宮沢賢治の代表作『雨ニモマケズ』には、「サムサノナツハ」という印象的な一節があります。夏なのに寒いという表現は一見すると不思議に感じられますが、これは東北地方の気候や当時の農村生活を背景にした言葉です。
この記事では、「サムサノナツハ」が何を意味しているのか、なぜ宮沢賢治がこの表現を使ったのか、作品全体の中でどのような役割を持っているのかを詳しく解説します。
『雨ニモマケズ』に登場する「サムサノナツハ」の一節
『雨ニモマケズ』の冒頭部分では、次のような表現が出てきます。
「雨ニモマケズ
風ニモマケズ
雪ニモ夏ノ暑サニモマケヌ
丈夫ナカラダヲモチ」
その後半には、「ヒデリノトキハナミダヲナガシ」「サムサノナツハオロオロアルキ」という言葉があります。
ここでいう「サムサノナツハ」とは、文字通り「寒い夏の時には」という意味です。夏なのに気温が低く、農作物が育ちにくい冷夏のことを指しています。
冷夏とはどのような現象なのか
冷夏とは、夏の平均気温が平年より低くなる現象です。特に東北地方では、夏に気温が上がらないことで稲の生育が悪くなり、農作物に大きな被害が出ることがありました。
宮沢賢治が生きた岩手県は農業が生活の中心だった地域です。当時の農家にとって、夏の日照不足や低温は生活を左右する重大な問題でした。
例えば、稲は夏の暖かい時期に成長するため、冷夏になると米が十分に実らず、食料不足につながることがあります。そのため「寒い夏」は単なる気候の変化ではなく、人々の暮らしを脅かす出来事でした。
宮沢賢治が「サムサノナツハ」と書いた理由
宮沢賢治は岩手県花巻で生まれ、農業や自然と深く関わりながら作品を書きました。そのため、農民が経験する苦しみや自然の厳しさを強く意識していました。
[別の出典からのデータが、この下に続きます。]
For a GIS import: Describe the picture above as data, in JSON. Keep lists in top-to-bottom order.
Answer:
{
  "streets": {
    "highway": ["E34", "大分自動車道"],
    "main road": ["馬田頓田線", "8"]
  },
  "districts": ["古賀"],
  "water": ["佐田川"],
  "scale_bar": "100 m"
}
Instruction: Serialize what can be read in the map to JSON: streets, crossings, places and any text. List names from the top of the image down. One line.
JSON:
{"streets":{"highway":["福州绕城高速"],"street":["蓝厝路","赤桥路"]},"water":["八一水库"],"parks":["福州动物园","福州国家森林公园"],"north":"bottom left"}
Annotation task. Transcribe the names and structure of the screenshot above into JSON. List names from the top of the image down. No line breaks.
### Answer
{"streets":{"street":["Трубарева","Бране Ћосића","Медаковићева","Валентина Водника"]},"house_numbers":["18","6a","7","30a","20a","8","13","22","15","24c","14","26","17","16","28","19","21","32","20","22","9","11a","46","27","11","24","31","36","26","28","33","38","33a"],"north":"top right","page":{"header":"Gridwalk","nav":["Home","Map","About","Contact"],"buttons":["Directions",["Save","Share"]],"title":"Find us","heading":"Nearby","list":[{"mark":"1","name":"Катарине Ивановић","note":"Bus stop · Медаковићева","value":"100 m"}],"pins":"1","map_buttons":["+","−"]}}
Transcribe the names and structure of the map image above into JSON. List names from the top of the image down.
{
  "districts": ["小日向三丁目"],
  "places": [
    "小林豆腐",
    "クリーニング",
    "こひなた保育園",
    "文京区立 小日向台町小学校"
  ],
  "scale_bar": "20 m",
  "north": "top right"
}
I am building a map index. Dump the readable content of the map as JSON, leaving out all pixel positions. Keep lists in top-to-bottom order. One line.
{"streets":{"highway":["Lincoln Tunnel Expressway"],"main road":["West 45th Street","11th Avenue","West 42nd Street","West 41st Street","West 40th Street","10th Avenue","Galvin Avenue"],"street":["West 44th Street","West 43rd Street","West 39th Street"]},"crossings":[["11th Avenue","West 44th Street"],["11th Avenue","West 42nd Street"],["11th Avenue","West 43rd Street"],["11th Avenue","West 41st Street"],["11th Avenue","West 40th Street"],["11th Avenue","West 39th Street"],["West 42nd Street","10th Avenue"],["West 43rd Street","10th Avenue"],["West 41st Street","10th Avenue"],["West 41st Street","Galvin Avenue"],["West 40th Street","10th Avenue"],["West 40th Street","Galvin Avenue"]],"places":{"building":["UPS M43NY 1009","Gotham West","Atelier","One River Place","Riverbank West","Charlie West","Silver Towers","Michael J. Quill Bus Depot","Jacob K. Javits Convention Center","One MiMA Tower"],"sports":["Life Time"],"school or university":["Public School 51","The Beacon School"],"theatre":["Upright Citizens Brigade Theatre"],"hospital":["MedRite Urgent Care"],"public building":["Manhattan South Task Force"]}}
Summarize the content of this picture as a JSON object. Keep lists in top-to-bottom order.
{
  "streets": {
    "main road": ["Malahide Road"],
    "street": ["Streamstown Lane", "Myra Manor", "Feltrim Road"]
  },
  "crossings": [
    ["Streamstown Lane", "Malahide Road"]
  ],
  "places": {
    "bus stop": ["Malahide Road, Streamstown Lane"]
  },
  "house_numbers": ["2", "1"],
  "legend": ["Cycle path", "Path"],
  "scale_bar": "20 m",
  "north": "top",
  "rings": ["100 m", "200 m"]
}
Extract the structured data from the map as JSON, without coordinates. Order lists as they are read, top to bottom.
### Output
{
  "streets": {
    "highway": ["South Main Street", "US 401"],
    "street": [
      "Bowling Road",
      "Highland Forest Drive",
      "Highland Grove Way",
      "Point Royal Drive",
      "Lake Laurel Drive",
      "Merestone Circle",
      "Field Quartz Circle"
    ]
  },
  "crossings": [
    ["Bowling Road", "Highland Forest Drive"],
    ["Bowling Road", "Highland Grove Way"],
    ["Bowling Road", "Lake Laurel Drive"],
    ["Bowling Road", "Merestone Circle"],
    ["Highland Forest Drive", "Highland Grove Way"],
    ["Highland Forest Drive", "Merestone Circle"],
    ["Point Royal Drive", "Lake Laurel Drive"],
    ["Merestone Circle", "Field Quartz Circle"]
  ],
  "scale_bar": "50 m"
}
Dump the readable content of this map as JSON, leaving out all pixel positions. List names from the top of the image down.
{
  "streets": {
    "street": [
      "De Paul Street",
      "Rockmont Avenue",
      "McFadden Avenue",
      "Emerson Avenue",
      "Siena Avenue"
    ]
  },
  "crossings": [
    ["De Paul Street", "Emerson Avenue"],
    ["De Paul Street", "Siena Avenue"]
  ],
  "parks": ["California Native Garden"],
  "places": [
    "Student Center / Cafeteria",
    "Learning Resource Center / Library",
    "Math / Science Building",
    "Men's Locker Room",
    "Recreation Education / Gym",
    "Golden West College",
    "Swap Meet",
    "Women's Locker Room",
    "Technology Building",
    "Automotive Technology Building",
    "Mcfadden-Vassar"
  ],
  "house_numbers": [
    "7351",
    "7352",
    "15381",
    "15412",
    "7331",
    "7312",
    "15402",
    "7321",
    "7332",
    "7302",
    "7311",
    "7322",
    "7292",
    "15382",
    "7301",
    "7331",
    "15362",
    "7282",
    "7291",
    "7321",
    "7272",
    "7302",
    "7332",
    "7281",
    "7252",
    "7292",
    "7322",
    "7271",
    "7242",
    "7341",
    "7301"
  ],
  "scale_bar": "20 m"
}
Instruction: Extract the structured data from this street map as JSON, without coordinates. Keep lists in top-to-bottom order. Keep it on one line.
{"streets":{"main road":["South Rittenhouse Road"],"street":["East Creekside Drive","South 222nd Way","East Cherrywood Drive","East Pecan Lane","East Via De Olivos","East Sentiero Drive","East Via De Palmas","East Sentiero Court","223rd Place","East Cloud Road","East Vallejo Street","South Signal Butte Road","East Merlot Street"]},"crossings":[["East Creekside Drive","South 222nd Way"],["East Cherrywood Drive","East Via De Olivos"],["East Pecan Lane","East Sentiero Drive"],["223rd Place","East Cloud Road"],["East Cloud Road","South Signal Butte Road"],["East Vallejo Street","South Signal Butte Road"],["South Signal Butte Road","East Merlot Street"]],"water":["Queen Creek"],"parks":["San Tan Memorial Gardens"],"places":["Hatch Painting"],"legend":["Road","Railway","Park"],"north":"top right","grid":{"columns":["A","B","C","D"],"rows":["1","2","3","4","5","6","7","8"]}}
「サムサノナツハオロオロアルキ」という表現には、冷夏によって作物が育たず、どうすることもできずに悩む農民の姿が込められています。
ここで重要なのは、単に「寒い夏が嫌だ」という意味ではないことです。自然の力の前では人間は無力でありながら、それでも他者のために生きようとする姿勢が表現されています。
「ヒデリ」と「サムサノナツ」の対比
『雨ニモマケズ』では、「ヒデリ」と「サムサノナツ」が対になる形で登場します。
| 表現 | 意味 |
|---|---|
| ヒデリ | 日照り、雨が少なく干ばつになる状態 |
| サムサノナツ | 夏なのに寒く、作物が育ちにくい状態 |
つまり、宮沢賢治は農業にとって正反対の苦難を並べています。雨が降らなくても困り、雨が多く寒くても困るという、自然と共に生きる農民の厳しい現実を表しているのです。
この二つの表現によって、人間が自然災害や気候変化に向き合う姿がより強く印象づけられています。
『雨ニモマケズ』全体における「サムサノナツハ」の意味
「サムサノナツハオロオロアルキ」という部分は、単なる気候の説明ではなく、人間の弱さや苦悩を表す重要な場面です。
賢治が理想とした人物は、どんな困難にも耐え、周囲の人を助ける存在でした。しかし、自然災害の前では完全に平静でいられるわけではありません。「オロオロアルキ」という言葉には、人間らしい迷いや悲しみも含まれています。
つまりこの一節は、強い人間像だけではなく、苦しみながらも誰かのために行動する人間の姿を描いていると言えます。
まとめ|「サムサノナツハ」は東北の冷夏と農民の苦労を表す言葉
宮沢賢治の『雨ニモマケズ』にある「サムサノナツハ」とは、夏の気温が低くなる冷夏を意味しています。
岩手など東北地方では、冷夏は農作物の不作につながる深刻な問題でした。賢治はその現実を背景に、自然の厳しさと、それに向き合う人間の姿を作品の中に描きました。
「サムサノナツハオロオロアルキ」という言葉には、自然への畏敬、農民への共感、そして困難の中でも他者を思いやる宮沢賢治の思想が込められているのです。